» **Task directions**:
Return the line containing "9h4l5-4v14l-5-4H4zM17 9q2 3" and all lines after it exactly; stop at the end of the material.
Data extract Start Marker
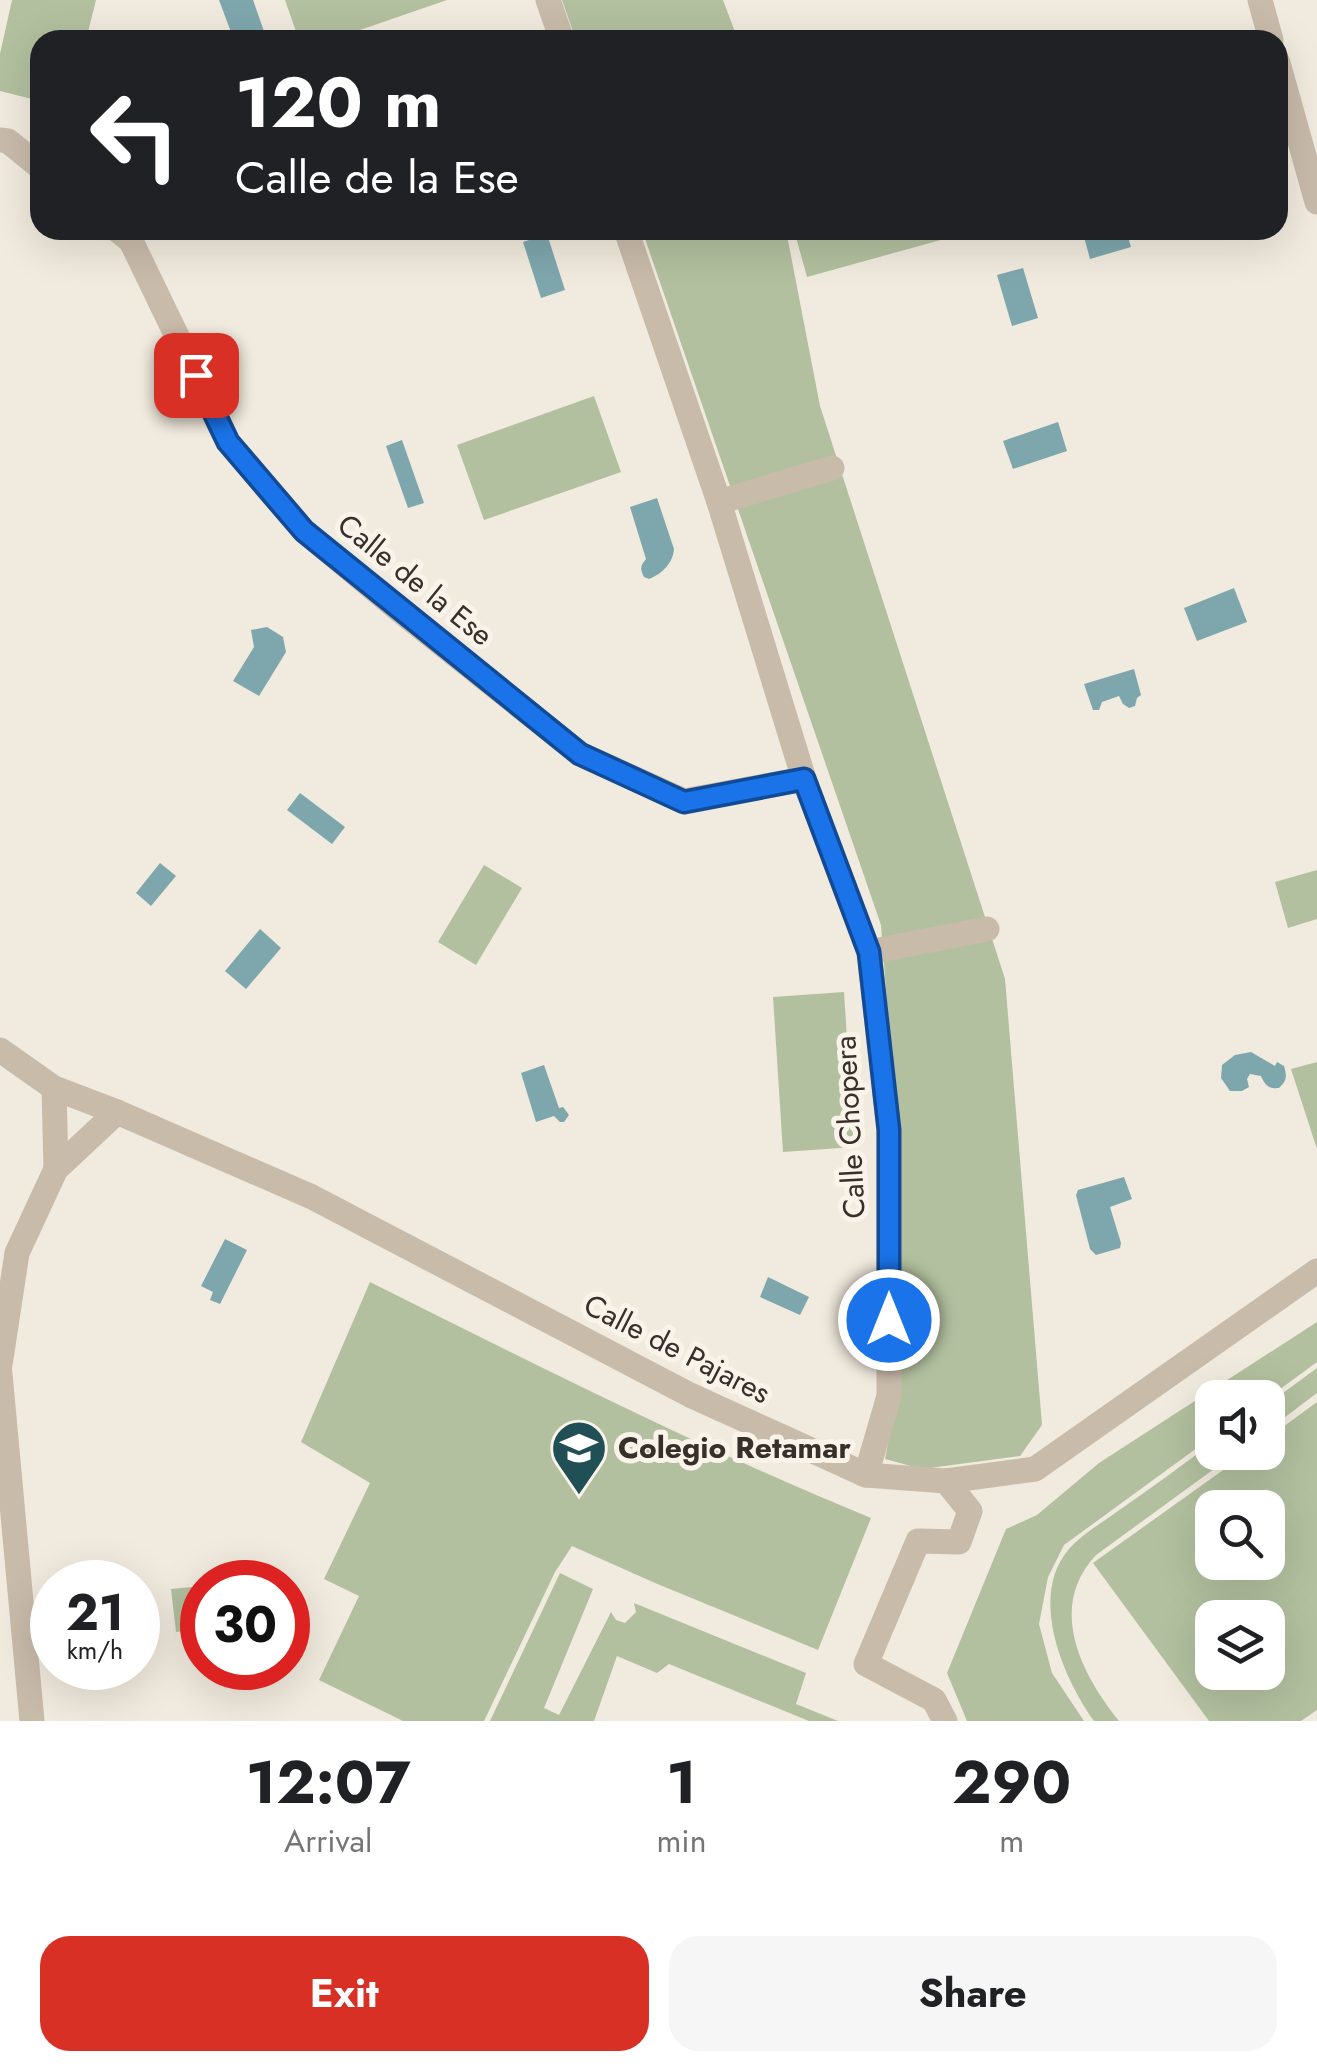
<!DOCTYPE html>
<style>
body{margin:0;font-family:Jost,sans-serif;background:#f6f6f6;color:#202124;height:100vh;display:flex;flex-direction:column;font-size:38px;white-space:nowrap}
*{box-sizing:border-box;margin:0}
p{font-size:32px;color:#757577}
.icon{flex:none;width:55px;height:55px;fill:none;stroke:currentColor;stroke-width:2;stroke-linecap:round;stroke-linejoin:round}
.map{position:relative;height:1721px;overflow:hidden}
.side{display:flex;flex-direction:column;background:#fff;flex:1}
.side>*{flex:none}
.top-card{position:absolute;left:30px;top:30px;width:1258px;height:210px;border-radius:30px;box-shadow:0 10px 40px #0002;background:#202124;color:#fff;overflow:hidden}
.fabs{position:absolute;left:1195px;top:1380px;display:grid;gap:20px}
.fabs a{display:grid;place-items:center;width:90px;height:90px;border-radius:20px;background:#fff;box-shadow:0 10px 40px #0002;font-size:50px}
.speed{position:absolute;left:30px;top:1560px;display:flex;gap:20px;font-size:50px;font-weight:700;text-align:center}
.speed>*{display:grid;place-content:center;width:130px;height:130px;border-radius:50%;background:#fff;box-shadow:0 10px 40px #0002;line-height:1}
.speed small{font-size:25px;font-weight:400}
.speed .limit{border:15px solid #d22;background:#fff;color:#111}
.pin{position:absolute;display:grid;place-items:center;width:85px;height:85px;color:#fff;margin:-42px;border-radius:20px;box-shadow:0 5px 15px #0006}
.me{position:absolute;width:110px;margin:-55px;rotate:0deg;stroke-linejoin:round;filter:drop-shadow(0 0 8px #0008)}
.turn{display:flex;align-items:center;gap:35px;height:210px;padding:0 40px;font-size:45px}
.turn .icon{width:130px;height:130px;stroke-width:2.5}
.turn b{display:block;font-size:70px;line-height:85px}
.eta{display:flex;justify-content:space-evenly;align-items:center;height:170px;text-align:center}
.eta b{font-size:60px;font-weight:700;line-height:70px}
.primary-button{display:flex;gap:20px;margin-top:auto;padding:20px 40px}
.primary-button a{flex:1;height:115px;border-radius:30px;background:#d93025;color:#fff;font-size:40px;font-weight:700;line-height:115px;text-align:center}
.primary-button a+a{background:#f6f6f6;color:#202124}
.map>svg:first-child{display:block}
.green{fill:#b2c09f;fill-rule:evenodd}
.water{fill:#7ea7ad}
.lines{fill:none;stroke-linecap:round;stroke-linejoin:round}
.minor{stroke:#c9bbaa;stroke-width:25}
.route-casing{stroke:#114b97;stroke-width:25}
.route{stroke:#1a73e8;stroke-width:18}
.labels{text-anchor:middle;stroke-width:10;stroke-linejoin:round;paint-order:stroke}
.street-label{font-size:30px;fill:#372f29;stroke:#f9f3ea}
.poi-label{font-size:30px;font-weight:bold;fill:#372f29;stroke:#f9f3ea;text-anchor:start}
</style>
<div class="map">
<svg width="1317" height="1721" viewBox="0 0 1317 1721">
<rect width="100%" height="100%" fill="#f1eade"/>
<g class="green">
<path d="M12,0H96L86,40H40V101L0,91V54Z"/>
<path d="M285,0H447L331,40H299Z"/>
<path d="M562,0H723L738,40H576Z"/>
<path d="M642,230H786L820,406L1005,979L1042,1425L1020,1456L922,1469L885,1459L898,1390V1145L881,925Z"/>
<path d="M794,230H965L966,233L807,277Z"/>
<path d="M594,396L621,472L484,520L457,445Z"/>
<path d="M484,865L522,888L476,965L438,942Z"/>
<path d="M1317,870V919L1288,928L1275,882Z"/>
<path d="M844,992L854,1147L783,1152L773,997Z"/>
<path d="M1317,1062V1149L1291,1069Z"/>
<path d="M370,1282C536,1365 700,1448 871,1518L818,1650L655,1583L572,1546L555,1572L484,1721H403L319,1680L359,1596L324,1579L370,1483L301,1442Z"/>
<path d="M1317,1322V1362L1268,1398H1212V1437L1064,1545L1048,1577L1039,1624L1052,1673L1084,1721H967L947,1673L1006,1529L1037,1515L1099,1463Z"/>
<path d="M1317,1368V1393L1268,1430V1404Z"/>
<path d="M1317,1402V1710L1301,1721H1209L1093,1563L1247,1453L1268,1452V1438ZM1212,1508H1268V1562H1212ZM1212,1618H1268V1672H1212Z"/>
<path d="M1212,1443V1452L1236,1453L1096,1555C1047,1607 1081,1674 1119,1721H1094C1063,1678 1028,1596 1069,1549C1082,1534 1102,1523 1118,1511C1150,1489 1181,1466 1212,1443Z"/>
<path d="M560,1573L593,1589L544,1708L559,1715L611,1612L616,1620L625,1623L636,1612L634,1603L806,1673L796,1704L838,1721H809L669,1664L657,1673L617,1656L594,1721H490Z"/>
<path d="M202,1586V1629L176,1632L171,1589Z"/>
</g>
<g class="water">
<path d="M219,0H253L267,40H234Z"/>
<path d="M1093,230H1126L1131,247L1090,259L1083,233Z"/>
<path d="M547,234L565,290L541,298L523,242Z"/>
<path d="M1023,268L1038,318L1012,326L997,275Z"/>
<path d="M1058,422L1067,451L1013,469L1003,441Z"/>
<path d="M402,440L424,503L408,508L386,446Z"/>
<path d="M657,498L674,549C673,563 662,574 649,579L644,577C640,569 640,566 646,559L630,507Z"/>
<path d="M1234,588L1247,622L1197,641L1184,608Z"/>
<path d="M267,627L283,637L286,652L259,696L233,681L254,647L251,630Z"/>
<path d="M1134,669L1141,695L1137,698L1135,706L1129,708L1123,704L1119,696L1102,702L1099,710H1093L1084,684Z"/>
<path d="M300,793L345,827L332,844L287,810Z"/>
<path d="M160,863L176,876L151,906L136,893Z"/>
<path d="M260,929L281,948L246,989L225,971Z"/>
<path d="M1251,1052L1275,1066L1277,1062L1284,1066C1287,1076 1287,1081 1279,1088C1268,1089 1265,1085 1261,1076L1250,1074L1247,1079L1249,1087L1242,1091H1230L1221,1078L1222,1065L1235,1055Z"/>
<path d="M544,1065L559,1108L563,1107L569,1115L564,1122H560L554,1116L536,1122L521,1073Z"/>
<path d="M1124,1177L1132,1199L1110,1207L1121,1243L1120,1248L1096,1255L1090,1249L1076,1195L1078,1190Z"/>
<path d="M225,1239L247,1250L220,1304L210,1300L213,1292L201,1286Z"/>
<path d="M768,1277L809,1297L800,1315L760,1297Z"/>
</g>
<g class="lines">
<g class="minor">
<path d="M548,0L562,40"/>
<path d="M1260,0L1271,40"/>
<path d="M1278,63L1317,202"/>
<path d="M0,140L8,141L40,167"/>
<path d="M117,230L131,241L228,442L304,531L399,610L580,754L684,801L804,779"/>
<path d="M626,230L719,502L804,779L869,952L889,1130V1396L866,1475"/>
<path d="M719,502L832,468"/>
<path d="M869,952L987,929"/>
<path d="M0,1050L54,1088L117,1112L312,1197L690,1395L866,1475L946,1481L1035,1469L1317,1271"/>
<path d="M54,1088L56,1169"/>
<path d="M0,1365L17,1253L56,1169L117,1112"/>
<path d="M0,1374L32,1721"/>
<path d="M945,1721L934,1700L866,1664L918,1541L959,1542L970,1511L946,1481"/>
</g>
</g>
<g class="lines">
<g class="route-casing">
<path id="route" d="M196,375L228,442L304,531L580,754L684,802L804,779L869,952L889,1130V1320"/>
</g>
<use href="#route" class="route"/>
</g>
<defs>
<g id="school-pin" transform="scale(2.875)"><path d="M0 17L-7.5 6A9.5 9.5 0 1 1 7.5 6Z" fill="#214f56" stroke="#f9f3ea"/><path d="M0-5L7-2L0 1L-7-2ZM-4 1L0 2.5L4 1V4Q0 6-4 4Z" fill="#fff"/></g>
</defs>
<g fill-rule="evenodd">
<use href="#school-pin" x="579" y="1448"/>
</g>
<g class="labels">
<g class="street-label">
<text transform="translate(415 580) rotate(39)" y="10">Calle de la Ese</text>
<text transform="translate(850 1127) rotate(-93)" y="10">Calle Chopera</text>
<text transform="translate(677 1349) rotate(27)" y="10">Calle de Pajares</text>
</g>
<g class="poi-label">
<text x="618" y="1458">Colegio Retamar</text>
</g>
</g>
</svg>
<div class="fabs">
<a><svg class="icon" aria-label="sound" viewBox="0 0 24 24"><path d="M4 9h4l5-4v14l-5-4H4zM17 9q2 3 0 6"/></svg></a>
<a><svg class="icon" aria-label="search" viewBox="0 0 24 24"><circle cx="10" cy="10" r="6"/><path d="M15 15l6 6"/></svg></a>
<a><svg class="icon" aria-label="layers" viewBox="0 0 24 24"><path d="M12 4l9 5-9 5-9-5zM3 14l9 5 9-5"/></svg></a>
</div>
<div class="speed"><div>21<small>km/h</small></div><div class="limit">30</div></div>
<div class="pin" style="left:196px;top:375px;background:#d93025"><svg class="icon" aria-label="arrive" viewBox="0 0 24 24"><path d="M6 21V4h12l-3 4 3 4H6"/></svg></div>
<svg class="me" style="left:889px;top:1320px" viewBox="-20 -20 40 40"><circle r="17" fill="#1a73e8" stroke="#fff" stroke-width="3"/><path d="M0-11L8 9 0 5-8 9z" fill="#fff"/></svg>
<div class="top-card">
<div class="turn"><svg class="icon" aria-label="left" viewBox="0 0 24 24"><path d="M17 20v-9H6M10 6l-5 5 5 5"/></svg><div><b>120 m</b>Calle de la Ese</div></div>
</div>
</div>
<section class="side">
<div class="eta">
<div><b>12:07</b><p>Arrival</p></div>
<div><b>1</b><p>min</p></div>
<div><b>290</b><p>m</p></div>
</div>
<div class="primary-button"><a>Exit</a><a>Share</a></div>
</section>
Data extract End Marker
» **Output for this task**:
<a><svg class="icon" aria-label="sound" viewBox="0 0 24 24"><path d="M4 9h4l5-4v14l-5-4H4zM17 9q2 3 0 6"/></svg></a>
<a><svg class="icon" aria-label="search" viewBox="0 0 24 24"><circle cx="10" cy="10" r="6"/><path d="M15 15l6 6"/></svg></a>
<a><svg class="icon" aria-label="layers" viewBox="0 0 24 24"><path d="M12 4l9 5-9 5-9-5zM3 14l9 5 9-5"/></svg></a>
</div>
<div class="speed"><div>21<small>km/h</small></div><div class="limit">30</div></div>
<div class="pin" style="left:196px;top:375px;background:#d93025"><svg class="icon" aria-label="arrive" viewBox="0 0 24 24"><path d="M6 21V4h12l-3 4 3 4H6"/></svg></div>
<svg class="me" style="left:889px;top:1320px" viewBox="-20 -20 40 40"><circle r="17" fill="#1a73e8" stroke="#fff" stroke-width="3"/><path d="M0-11L8 9 0 5-8 9z" fill="#fff"/></svg>
<div class="top-card">
<div class="turn"><svg class="icon" aria-label="left" viewBox="0 0 24 24"><path d="M17 20v-9H6M10 6l-5 5 5 5"/></svg><div><b>120 m</b>Calle de la Ese</div></div>
</div>
</div>
<section class="side">
<div class="eta">
<div><b>12:07</b><p>Arrival</p></div>
<div><b>1</b><p>min</p></div>
<div><b>290</b><p>m</p></div>
</div>
<div class="primary-button"><a>Exit</a><a>Share</a></div>
</section>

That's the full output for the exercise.